In a March 6 ruling in Pierce v. St. Vrain Valley School District, a three-judge panel of the Colorado Court of Appeals unanimously agreed.

The court said the public is deprived of the ability to judge the performance of public officials if information about such agreements and the underlying personnel disputes are kept confidential.

The court said that state courts in at least three other states that have confronted the issue of confidential departure agreements for school superintendents have also ruled that such deals violate public policy.

While such agreements encourage the settlement of disputes, the court said, “that interest must give way in circumstances such as this in which a governmental entity attempts to conceal from public knowledge the circumstances surrounding the departure of a public official.”

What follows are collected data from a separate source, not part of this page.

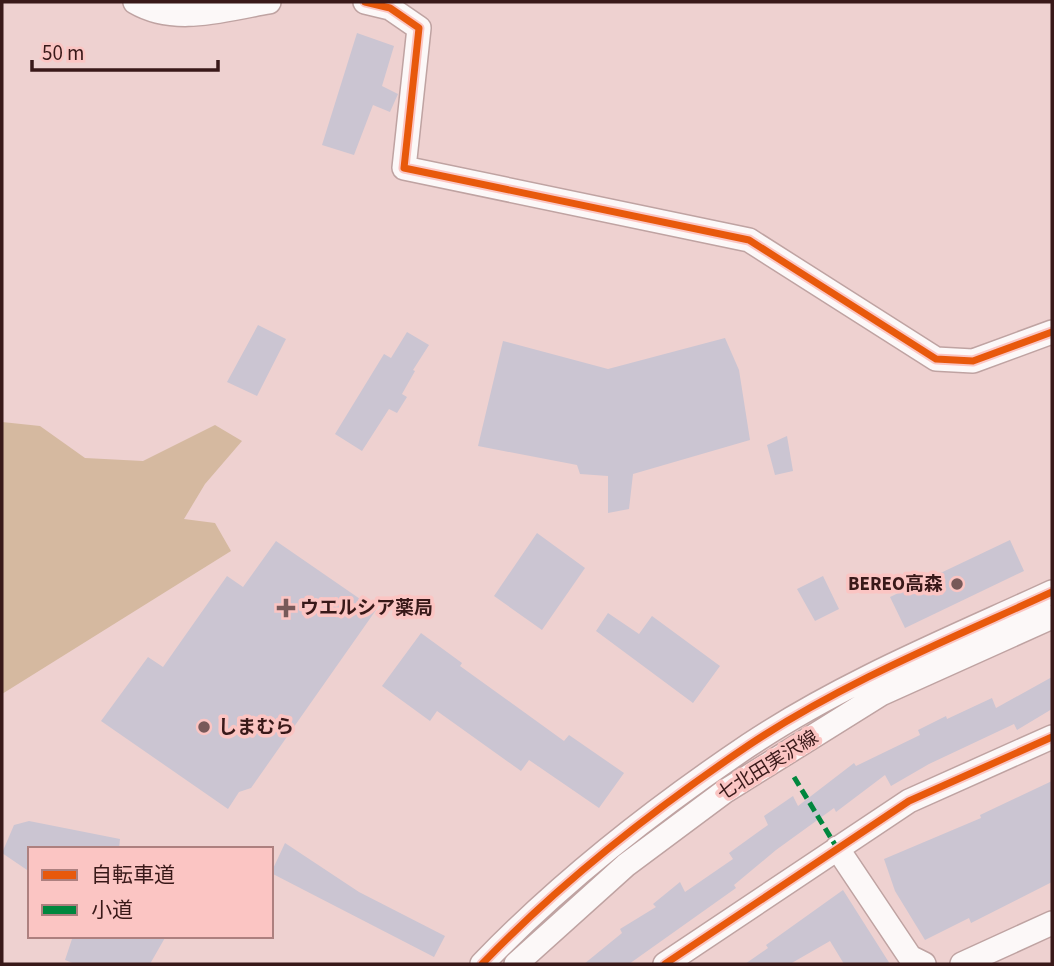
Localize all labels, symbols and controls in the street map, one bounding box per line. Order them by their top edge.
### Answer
scale bar [32,28,217,72]
text: 50 m [42,38,84,68]
place label: BEREO高森 [848,571,943,598]
marker: BEREO高森 [949,576,965,592]
place label: ウエルシア薬局 [300,595,433,622]
marker: ウエルシア薬局 [278,600,294,616]
place label: しまむら [218,714,294,741]
marker: しまむら [196,719,212,735]
street label: 七北田実沢線 [713,724,823,808]
legend [28,847,273,938]
text: 自転車道 [91,860,175,890]
text: 小道 [91,895,133,925]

Mr. Pierce will appeal the ruling in the state supreme court, according to his lawyer, Kristen L. Mix. She said the former superintendent found it incredible that the board signed the agreement then “turned around and argued that it was void.”

Lunch Period Considered ‘Noninstructional Time’

A school lunch period can be “noninstructional time” under the federal Equal Access Act, a federal appeals court has ruled.

The court reversed a federal district judge who had ruled that officials at University City High School in San Diego could deny a Christian club the opportunity to meet during lunch. The 1984 federal law requires public schools receiving federal aid to treat religious clubs the same as other noncurriculum-related student clubs.

A panel of the U.S. Court of Appeals for the 9th Circuit ruled 2-1 that the school was wrong to disallow the religious club in 1992 because it allowed other noncurriculum clubs to meet during the lunch hour. One significant fact at University High was that all students had lunch at the same time, and no instruction was held during the lunch period. The Equal Access Act states that religious clubs must be allowed to meet during “noninstructional time.”

The panel majority said in its Feb. 6 opinion in Ceniceros v. Board of Trustees of the San Diego Unified School District that districts were free to adopt a neutral ban on all noncurriculum club meetings during lunch periods, but they could not discriminate against religious clubs.

The Clinton administration had sided with the Christian club in a friend-of-the-court brief filed with the appeals court.

New Orleans Court Takes Narrow View

The U.S. Court of Appeals for the 5th Circuit, based in New Orleans, is consistently taking the most narrow view of all the federal appeals courts on the issue of school district liability for sexual harassment of students.

In a ruling last year, for example, the court held that harassment of students by other students should not be analyzed using the workplace-discrimination framework of Title VII of the Civil Rights Act of 1964. Several other federal courts, as well as the U.S. Department of Education’s office for civil rights, take a different view that makes it easier for students to sue over peer sexual harassment. (“ED Issues Guidance on Sex Harassment of Students,” March 19, 1997.)

In a ruling last month, the 5th Circuit court also set a narrow standard for district liability in teacher-student sexual-harassment cases. In Rosa H. v. San Elizario Independent School District, a three-judge panel of the court unanimously threw out a $300,000 jury verdict against a district in western Texas.

The case stemmed from a 1992 incident in which a karate instructor at San Elizario High School had a sexual relationship with a 15-year-old girl, identified as Deborah H. The trial testimony was inconclusive about whether school officials knew about the relationship. But the federal trial judge instructed the jury that the district could be held liable for the actions of its employees if it acted negligently.

The appeals court overturned the $300,000 jury award. The court held that Congress, in passing Title IX of the Education Amendments of 1972, did not intend to hold districts to “sweeping liability” for monetary damages “when the district itself engages in no intentional discrimination.”

“Title IX requires a showing of actual, intentional discrimination on the part of the school district,” said the Feb. 17 opinion by U.S. Circuit Judge Patrick E. Higginbotham.